Friday, April 30, 2010

Social Relevance

"One" - Metallica

--> This song has social relevance because it talks about war, and it's effects on the men who are sent out to battle, and come back, both mentally and physically scarred and maimed. This particular soldier comes back from war all broken up and he has limbs and necesarry functions, such as hearing and eyesight taken from him as mortar shells bombed him from the sky and enemy positions. He, up until he begins to regain consciousness and realize that he is in a hospital, and he is only being kept alive because he is hooked up to many machines that help him breath, and relieve him of any fecal matter or bodily fluids.
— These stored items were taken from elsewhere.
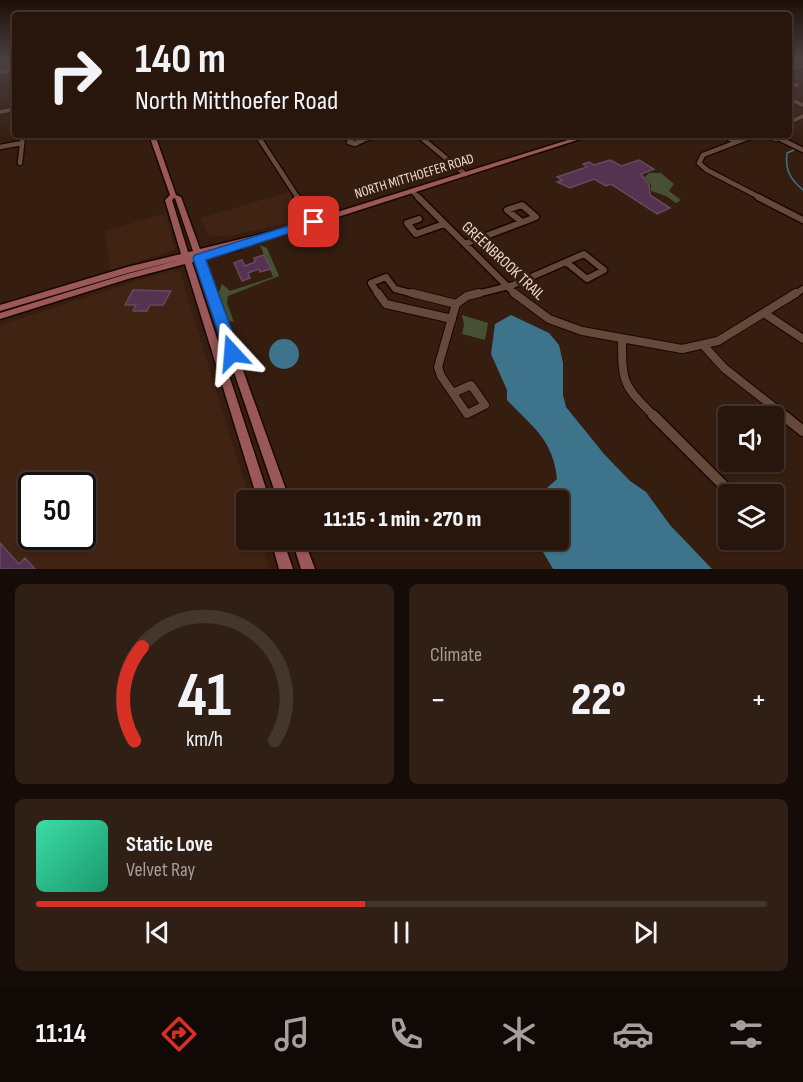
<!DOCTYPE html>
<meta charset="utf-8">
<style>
body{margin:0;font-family:"Sofia Sans Condensed",sans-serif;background:#301f15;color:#f1f3f6;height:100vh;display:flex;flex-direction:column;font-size:22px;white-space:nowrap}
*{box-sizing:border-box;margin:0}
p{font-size:20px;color:#a59f9d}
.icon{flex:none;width:33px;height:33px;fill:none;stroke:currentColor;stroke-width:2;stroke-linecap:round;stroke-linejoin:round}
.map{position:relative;height:569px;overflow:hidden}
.panel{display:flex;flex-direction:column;gap:15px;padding:15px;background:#160c07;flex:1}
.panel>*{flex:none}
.top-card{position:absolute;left:12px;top:12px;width:780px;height:126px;border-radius:6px;box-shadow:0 2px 4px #0004,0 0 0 2px #44352d;background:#28160c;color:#f1f3f6;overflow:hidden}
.buttons{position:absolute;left:718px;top:406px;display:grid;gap:12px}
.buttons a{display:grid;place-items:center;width:66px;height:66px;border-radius:6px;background:#28160c;box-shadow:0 2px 4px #0004,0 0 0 2px #44352d;font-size:30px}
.speed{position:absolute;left:18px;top:472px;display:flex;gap:12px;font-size:30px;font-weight:700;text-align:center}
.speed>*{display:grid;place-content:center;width:78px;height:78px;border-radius:50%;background:#28160c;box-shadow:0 2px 4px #0004,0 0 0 2px #44352d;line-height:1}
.speed .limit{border:3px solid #111;border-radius:9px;background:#fff;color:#111}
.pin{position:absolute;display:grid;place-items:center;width:51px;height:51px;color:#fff;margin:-26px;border-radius:12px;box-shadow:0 3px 9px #0006}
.me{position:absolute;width:66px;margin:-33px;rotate:341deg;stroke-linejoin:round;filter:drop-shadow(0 0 4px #0008)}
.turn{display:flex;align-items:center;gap:21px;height:126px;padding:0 24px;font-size:27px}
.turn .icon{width:78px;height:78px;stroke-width:2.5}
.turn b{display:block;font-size:42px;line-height:51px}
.big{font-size:45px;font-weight:800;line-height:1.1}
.panel .widget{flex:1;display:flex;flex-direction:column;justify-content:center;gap:9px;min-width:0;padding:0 21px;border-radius:9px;background:#301f15}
.panel .dial{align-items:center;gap:0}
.dial svg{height:156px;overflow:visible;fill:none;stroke:#44352d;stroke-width:7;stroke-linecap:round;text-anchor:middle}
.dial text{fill:#f1f3f6;stroke:none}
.song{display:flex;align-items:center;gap:18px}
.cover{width:72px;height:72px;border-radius:9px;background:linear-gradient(135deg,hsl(160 70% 55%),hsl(160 70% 35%))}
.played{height:6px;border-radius:3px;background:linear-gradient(90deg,#d93025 45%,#44352d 45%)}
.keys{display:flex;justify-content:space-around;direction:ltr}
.heat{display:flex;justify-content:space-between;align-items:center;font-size:33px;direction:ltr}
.panel .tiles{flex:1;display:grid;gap:15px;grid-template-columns:1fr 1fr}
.widget:last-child{grid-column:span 2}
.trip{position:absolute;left:236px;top:490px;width:333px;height:60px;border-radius:6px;background:#28160c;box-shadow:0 2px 4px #0004,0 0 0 2px #44352d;font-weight:800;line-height:60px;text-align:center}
.menu{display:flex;height:96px;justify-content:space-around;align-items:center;background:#100905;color:#a59f9d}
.menu .icon{width:42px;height:42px}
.menu .selected{color:#d93025}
.menu b{font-size:27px;color:#f1f3f6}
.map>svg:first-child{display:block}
.built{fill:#412313;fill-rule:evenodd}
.green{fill:#465032}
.water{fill:#3d748c}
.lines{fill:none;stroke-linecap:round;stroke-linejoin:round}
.stream{stroke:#3d748c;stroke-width:1.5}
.building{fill:#563251;stroke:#624b5f;stroke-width:1.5}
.minor-far4-casing{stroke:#1b0600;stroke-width:5}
.minor-far3-casing{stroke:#1b0600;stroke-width:7}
.minor-far2-casing{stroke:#1b0600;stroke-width:9}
.minor-far1-casing{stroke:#1b0600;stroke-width:10}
.minor-casing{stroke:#1b0600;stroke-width:13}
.major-casing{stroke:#1b0600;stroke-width:3}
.minor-far4{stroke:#654a3c;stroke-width:4}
.minor-far3{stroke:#654a3c;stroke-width:4.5}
.minor-far2{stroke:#654a3c;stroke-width:6}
.minor-far1{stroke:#654a3c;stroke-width:8}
.minor{stroke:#654a3c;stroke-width:10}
.major{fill:#9a5858;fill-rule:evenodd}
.route{fill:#1a73e8;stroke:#114b97;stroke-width:1.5}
.labels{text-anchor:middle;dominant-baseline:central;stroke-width:6;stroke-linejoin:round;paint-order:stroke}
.far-street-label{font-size:14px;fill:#edddd5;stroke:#351d10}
.street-label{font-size:16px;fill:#edddd5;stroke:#351d10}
</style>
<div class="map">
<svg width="803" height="569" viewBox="0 0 803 569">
<rect width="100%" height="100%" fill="#351d10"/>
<path class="built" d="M289 192 307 219 226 237 208 235 200 218Z
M166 213 175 250 110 270 105 231Z
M171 270 180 272 250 501H246V540H261L270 569H0V325ZM32 486H82V537H32Z"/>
<path class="green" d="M649 173H661L674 184 669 191 681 200 676 203 666 196 651 191V185L645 177Z
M260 245 267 248 279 276 228 296 227 303 234 322 229 321 219 292 222 284 230 291 273 277Z
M462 315 488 323 485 340 462 334 464 325Z"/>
<path class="water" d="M511 315 549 333 559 345 563 363V395L566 407 604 454 630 481 646 492 670 525 712 569H553L536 540H558V501H526L527 497 547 488 557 479C553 439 532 427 507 400V390L491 354 495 324Z
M269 354a15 15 0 1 1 30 0a15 15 0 1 1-30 0Z"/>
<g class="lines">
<path class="stream" d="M794 150 787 153C785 170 790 179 803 190"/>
</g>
<path class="building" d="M610 160 621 166 639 160 654 169 641 174 649 184 650 195 670 208 657 214 611 184 606 186 594 179 570 188 557 182 562 180 557 177 587 167 583 164 589 162 594 165Z
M264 255 271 269 260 272 259 269 248 273 250 278 242 281 234 263 242 260 245 266 255 262 254 258Z
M133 290 171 291 163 305H150L147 311H133L136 305H125Z
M0 543 19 564 25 558 35 569H0Z"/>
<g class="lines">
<defs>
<path id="minor-far4" d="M0 72 15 69
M789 82 797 85 789 86
M789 99 803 105
M0 112 15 109
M790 122 803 116"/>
<path id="minor-far3" d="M789 122 793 120
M257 135 298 198
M418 135 465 174
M722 135 737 142
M755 135 703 155 699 163 707 170 761 198
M763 135 776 139
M772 135 803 150
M353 138 365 139 355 144 349 142Z
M365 139 379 135
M0 147 22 143
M20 163 23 135
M412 191 419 198"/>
<path id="minor-far2" d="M297 197 314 222
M418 197 516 295
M758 197 803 220
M419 219 407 223 416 234 444 224
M465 244 536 217 522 205 507 210 522 222
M379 295 371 283 386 277 395 289 418 295
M473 295 513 285 584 254 604 270 587 279 566 262
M794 295 803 289"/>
<path id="minor-far1" d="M378 293 386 304 452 319
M412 293 456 304
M514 293 549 319 582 331 682 349 718 341 796 293
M764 313 803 339
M622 339C622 383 623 385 654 416
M704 346 724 368 785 416
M453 393 471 385 485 405 467 414 441 376 438 367 456 304 467 296 479 293"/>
<path id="minor" d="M653 415 733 495
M783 415 803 431"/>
<path id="major" d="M803 65V67L789 72V70Z
M149 135H155L176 195 181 197 200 249 286 228 584 135H593L291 232 250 242 241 249 203 259 290 501H278L196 261 192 262 270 501H258L185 264 128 279 0 319V313L127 274 183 259 128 273 0 311V305L127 267 181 254 165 200 170 195ZM174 198H175L193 251 188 252 172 200Z
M271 540H283L293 569H279Z
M292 540H304L315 569H301Z"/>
</defs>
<use href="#minor-far4" class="minor-far4-casing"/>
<use href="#minor-far3" class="minor-far3-casing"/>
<use href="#minor-far2" class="minor-far2-casing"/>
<use href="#minor-far1" class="minor-far1-casing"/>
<use href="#minor" class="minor-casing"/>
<use href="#major" class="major-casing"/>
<use href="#minor-far4" class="minor-far4"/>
<use href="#minor-far3" class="minor-far3"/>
<use href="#minor-far2" class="minor-far2"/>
<use href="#minor-far1" class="minor-far1"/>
<use href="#minor" class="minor"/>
<use href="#major" class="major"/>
</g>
<linearGradient id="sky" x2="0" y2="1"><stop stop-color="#1d1009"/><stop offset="0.43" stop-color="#4b4042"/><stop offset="1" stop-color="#4b4042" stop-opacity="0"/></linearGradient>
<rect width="803" height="140" fill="url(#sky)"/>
<path class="route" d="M314 218 318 219V224L206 260 240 353 238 358 232 360 227 358 193 258 195 255Z"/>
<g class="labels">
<g class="far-street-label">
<text transform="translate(414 176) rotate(-17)">NORTH MITTHOEFER ROAD</text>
</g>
<g class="street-label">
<text transform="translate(503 261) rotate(43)">GREENBROOK TRAIL</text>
</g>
</g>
</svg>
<div class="buttons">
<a><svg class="icon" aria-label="sound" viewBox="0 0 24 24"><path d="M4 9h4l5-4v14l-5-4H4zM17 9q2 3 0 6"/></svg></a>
<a><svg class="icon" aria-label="layers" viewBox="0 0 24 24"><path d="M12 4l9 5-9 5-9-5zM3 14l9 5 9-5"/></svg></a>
</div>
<div class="speed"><div class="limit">50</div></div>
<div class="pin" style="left:314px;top:222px;background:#d93025"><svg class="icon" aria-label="arrive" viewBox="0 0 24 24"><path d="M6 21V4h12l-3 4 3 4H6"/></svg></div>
<svg class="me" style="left:232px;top:353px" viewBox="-20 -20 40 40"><path d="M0-17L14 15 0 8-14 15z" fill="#1a73e8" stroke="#fff" stroke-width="4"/></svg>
<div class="trip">11:15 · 1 min · 270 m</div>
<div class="top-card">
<div class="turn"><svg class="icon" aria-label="right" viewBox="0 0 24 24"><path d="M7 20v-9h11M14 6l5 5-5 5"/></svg><div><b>140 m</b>North Mitthoefer Road</div></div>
</div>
</div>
<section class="panel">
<div class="tiles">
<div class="widget dial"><svg viewBox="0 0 100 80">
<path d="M14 69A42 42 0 1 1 86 69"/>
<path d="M14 69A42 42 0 0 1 18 21" stroke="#d93025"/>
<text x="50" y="56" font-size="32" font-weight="700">41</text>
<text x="50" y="72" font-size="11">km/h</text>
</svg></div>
<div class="widget"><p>Climate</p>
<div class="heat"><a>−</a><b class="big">22°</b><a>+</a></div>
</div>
<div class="widget">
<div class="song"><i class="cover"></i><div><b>Static Love</b><p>Velvet Ray</p></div></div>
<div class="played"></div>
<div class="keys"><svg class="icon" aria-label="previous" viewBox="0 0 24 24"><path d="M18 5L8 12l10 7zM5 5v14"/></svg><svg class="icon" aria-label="pause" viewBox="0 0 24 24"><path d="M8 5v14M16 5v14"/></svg><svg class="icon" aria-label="next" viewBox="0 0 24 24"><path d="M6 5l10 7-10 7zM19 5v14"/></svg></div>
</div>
</div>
</section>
<nav class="menu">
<b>11:14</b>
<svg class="icon selected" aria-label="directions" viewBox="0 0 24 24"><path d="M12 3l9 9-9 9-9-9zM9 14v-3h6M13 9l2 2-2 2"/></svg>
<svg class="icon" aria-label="music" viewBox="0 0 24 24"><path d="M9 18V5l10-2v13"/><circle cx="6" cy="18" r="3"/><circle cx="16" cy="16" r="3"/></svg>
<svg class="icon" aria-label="phone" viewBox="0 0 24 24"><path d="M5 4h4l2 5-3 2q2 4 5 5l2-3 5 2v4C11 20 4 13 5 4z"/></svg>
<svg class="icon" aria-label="climate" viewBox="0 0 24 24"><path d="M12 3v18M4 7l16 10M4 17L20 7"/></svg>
<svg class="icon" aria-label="car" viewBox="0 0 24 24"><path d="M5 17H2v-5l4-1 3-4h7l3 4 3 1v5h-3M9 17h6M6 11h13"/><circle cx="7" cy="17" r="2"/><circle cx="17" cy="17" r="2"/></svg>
<svg class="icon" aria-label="filters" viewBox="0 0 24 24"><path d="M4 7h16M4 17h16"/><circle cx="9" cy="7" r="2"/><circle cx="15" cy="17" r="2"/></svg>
</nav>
He wishes to be dead himself, but no one will grant him this pleasure, and now he is stuck in a quazi-real consciousness; as to what he perceives to be real is completely up to him, because he does not really know what he can trust to be real, and he sometimes he has flashbacks that reappear as he is in this drug-induced haze. "Now that the war is through me, I'm waking up I cannot see." He is describing his misfortune as a result of being thrown away by the way, and since he can no longer fight, the war has no more use of him.



"Critical Acclaim" - Avenged Sevenfold (A7X)

--> This has social relevance because it is about how people critisize what the country does, mainly the militant actions that go on on a day-to-day basis. Just because someone else has to go and fight our war and keep the civilians safe and out of harms way, it certainly does not give the green light to mock and critisize what goes on to keep the peace (in the singer's point of view). He feels that the person who is being referred to is living a lifestyle that goes against what he says, much like a hypocrite to what he says and preeches.



"The Trooper" Iron Maiden

--> This has social relevance because it is about the Crimean Wars, between the French and British, and the Russians between 1854-1856. The British issued a charge, later named the "Charge of the Light Brigade." This dispute was about who was to own what on some hole ground, namely Jerusalem and Nazareth. They talk of horses, muskets, and bayonets being used, so it makes the most logical sense. It depicts how religion, and heated discussions can lead to war, and most certasinly, death.